BREAKING: Pelosi & FBI Caught In Lie. Her Laptop Was Never Stolen On Jan 6

October 7, 2021 in News by RBN Staff

 

Source: UAF Report

Syndicated Via National File| TOM PAPPERT|

A correction in a story run by the Associated Press seems to reveal reveals that infamous laptop stolen from the U.S. Capitol on January 6, long rumored to belong to House Speaker Nancy Pelosi, was in fact a staff laptop only used for presentations.
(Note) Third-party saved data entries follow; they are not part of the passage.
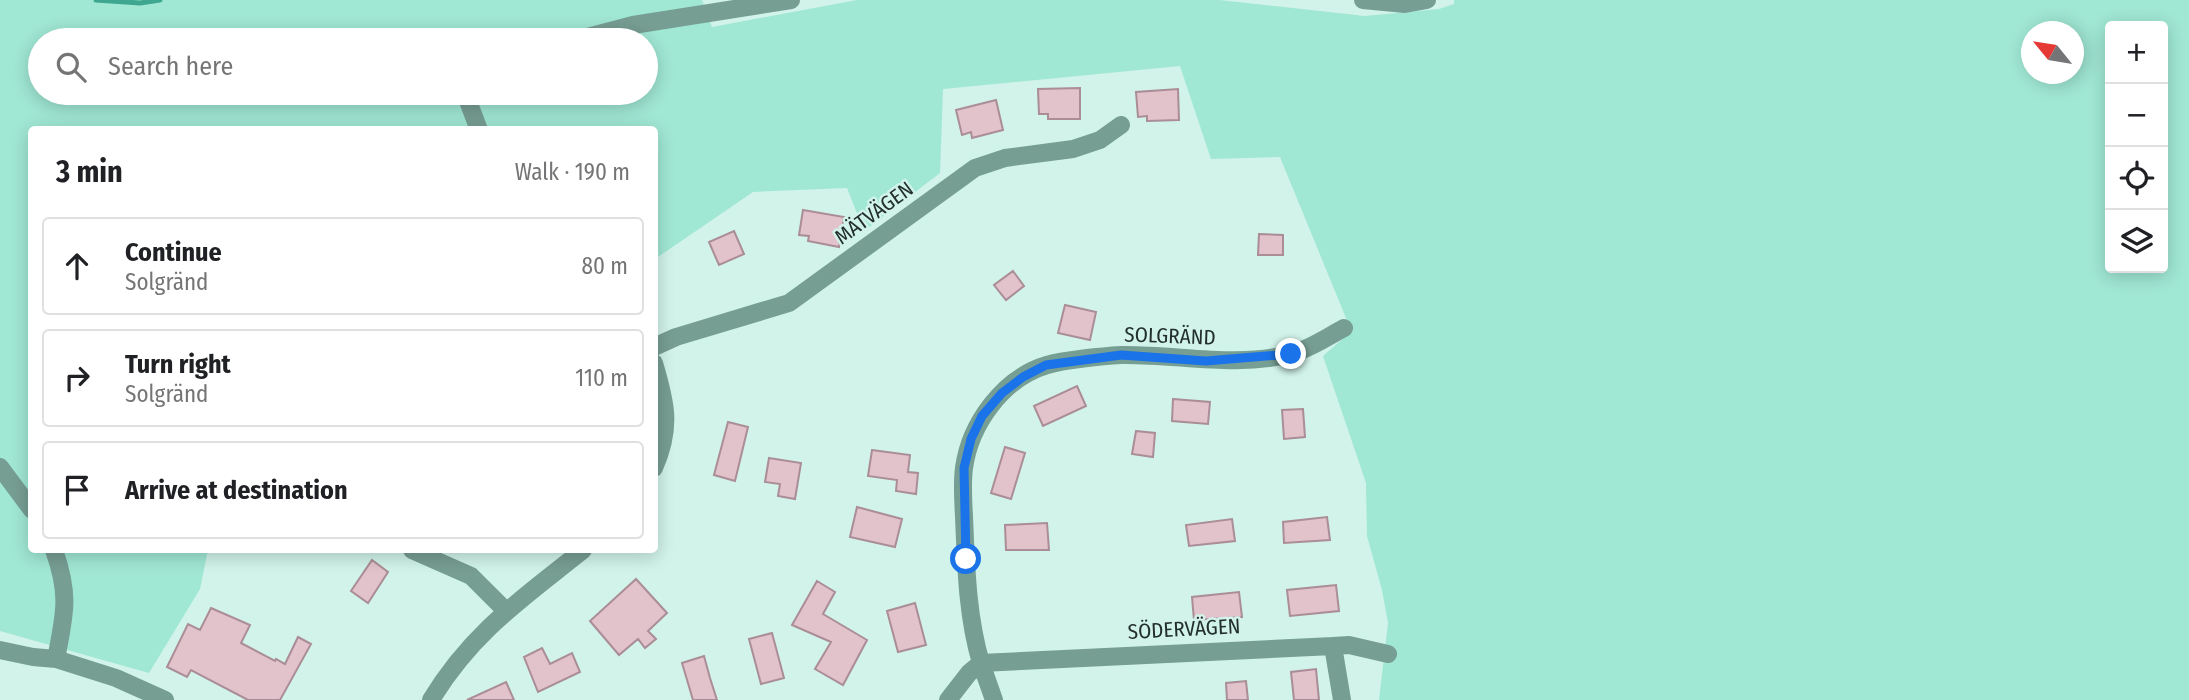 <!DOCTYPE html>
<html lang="en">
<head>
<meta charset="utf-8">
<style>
  body { margin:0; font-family:"Fira Sans Condensed",sans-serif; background:#f6f6f6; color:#202124 }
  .controls { position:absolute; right:21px; top:21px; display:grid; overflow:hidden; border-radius:7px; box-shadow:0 4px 18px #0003 }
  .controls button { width:63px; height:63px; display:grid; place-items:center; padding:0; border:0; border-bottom:2px solid #e0e0e0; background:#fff; color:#202124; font:35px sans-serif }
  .compass { position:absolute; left:2021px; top:21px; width:63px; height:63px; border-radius:50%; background:#fff; box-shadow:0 4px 18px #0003; rotate:300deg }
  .stop { position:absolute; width:21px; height:21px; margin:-16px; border:5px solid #1a73e8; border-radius:50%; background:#fff }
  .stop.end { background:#1a73e8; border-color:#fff; box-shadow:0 2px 7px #0008 }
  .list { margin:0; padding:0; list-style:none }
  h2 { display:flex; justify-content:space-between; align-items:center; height:91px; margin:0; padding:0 28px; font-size:30px }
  h2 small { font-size:23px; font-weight:400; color:#757577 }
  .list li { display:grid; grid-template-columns:46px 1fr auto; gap:21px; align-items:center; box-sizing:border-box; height:98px; margin:0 14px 14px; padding:0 14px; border:2px solid #e0e0e0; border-radius:7px }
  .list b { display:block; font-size:26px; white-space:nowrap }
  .list p { margin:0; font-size:23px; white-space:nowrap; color:#757577 }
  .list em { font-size:23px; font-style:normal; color:#757577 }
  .icon { flex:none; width:38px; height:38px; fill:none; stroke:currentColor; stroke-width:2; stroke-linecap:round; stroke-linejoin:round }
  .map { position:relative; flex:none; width:2189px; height:700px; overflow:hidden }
  .search { position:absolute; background:#fff; box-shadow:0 4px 18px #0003; left:28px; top:28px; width:630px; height:77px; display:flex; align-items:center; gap:18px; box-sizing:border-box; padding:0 24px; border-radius:38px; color:#757577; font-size:26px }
  .panel { position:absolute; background:#fff; box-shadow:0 4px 18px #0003; left:28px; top:126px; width:630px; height:427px; border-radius:7px }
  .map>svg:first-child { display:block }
  .green { fill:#a0e7d4; fill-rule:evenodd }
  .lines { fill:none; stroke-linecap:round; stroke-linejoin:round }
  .stream { stroke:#3fa78f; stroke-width:5 }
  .building { fill:#e2c2cb; stroke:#aa8d96; stroke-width:2 }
  .minor { stroke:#779e93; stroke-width:18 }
  .route { stroke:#1a73e8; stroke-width:9 }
  .labels { text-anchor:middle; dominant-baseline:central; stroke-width:5; stroke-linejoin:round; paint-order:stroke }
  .street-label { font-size:21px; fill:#232f2c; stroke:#d1f3e9 }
</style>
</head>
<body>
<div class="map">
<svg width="2189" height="700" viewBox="0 0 2189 700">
  <rect width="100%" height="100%" fill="#d1f3e9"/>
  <path class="green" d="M0,0H702L712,27L857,0H1219L1365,16L1439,9L1454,4V0H2189V700H1379L1388,623L1382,590L1367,536L1366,483L1323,356L1353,330L1346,318L1280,157L1211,159L1180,66L943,89L940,173L864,231L847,188L753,192L655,259L654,130H32V550H208L200,589L149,673L0,631ZM2110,26H2163V268H2110ZM2032,32H2074V74H2032ZM40,40H646V93H40Z"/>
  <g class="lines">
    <path class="stream" d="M96,0L140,3L160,0"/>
  </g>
  <path class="building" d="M1080,88V119H1048V114H1039L1038,89Z
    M1178,89L1179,120L1147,121V116L1138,117L1136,92Z
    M996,100L1003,130L972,138L971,132L962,135L956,110Z
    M803,210L844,217L839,247L808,241L809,236L799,235Z
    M734,231L744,254L719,265L709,242Z
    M1259,234L1283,235V255H1258Z
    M1013,271L1024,286L1006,300L994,285Z
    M1065,305L1096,312L1090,340L1058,333Z
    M1077,386L1086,406L1043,426L1034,406Z
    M1173,399L1210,402L1208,424L1172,421Z
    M1303,409L1305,437L1284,439L1282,410Z
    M728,422L748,427L735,481L714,475Z
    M1136,431L1155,433L1153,457L1132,454Z
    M1005,447L1025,453L1011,499L991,493Z
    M872,450L910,455L908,472L918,473L916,494L896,491L897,480L868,476Z
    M769,458L801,463L795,499L778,496L780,484L765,482Z
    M857,507L902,519L895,547L850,537Z
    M1327,517L1330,540L1284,543L1283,522Z
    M1232,519L1235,541L1189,546L1186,525Z
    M1047,523L1049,550H1006L1005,525Z
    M372,560L388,572L368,603L351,591Z
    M636,579L667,613L648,631L656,639L645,648L638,639L619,655L590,621Z
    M817,581L835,592L823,614L867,640L843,685L815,669L831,642L792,625Z
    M1336,585L1339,611L1290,616L1287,590Z
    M1239,592L1242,617L1194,620L1192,597Z
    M915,603L926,645L898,652L887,611Z
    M211,608L250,625L241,643L275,661L276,659L285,664L298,637L311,644L280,700H248L191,670L187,677L167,667L188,624L200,630Z
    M772,633L784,678L761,684L749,639Z
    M542,648L550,664L572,653L580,672L538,692L524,657Z
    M704,656L710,678L717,700H693L682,663Z
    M1316,669L1319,700H1294L1291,672Z
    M1246,681L1248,700H1227L1226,683Z
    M506,682L514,700H467Z"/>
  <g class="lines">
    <path class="minor" d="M1363,0L1405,4L1427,0
      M576,40L633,25L791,0
      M465,93L479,130
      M654,347L676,337L789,303L975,168L1005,158L1073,149L1100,140L1121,125
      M654,363C666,403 672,428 654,468
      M0,467L32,510
      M54,550C70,595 65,613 56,659
      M412,550L471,576L506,611
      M1333,646L1342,700
      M0,650L33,657L56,659L116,678L165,700
      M431,700C472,632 523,598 583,550
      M948,700L969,673L981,663C967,616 966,565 964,516C963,500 962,483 964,468C970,424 1003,378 1047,365C1063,360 1104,356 1121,355C1178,354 1234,368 1291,354C1310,349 1327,337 1344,328
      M994,700L981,663L1333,646L1349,645L1388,654"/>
  </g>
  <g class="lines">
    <path class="route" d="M966,559L964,468L971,439L982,416L1002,393L1023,377L1046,365L1121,355L1206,361L1291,354"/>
  </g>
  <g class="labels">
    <g class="street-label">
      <text transform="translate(874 213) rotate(-36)">MÄTVÄGEN</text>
      <text transform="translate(1170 336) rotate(2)">SOLGRÄND</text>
      <text transform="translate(1184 629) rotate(-3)">SÖDERVÄGEN</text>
    </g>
  </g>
</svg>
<div class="controls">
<button>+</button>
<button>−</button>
<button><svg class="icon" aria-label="locate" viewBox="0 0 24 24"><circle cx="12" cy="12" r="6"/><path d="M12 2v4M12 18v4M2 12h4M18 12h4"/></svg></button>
<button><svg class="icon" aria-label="layers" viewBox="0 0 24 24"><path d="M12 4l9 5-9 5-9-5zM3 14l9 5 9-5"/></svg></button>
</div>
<svg class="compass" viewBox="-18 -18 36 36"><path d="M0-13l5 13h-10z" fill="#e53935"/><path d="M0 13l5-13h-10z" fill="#757577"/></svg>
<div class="stop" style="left:966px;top:559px"></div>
<div class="stop end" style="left:1291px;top:354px"></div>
<div class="search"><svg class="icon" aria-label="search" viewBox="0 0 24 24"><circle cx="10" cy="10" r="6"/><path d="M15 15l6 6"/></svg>Search here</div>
<section class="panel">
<h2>3 min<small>Walk · 190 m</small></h2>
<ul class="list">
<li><svg class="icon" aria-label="ahead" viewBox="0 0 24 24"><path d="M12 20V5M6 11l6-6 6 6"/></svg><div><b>Continue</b><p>Solgränd</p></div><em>80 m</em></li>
<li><svg class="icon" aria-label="right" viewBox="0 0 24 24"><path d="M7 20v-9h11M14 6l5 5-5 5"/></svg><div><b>Turn right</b><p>Solgränd</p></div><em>110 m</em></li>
<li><svg class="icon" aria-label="arrive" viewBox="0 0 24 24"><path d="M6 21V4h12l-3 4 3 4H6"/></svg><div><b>Arrive at destination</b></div></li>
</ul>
</section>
</div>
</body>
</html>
The correction came as part of an Associated Press story regarding a New York mother and son “charged with theft in aiding the disappearance of a laptop belonging to the staff of House Speaker Nancy Pelosi.” The Associated Press erroneously describes the January 6 protests as an insurrection despite no protesters being charged with that crime.

The Associated Press originally reported that the laptop was Pelosi’s personal property. Soon after, the article was corrected to note that the laptop in fact belonged to a member of Pelosi’s staff. It is unclear if it was that staff member’s personal property, but it seems likely it was a laptop owned by Pelosi’s office, as the Associated Press notes that it “was used only for presentations.”

“This story has been updated to correct that the laptop did not belong to House Speaker Nancy Pelosi,” noted the news agency, “but was a staff laptop stolen from a conference room that was used only for presentations.”

The FBI agents who arrested the mother and son, according to the Associated Press, “said they were looking for Nancy Pelosi’s laptop.”

Previously, led by a apparently false tip, the FBI raided the home of Paul and Marilyn Hueper, an Alaska couple who attended President Donald Trump’s rally in Washington, D.C. on January 6, but maintain they did not take place in the protest at the U.S. Capitol.

Despite the FBI breaking down the family’s door in what they maintain was a no knock raid, they now admit the family was not responsible for taking the infamous Pelosi laptop, as National File reported.

It is now clear that the infamous Pelosi laptop that provoked this raid was, in fact, a staff laptop used for presentations that likely held no sensitive information.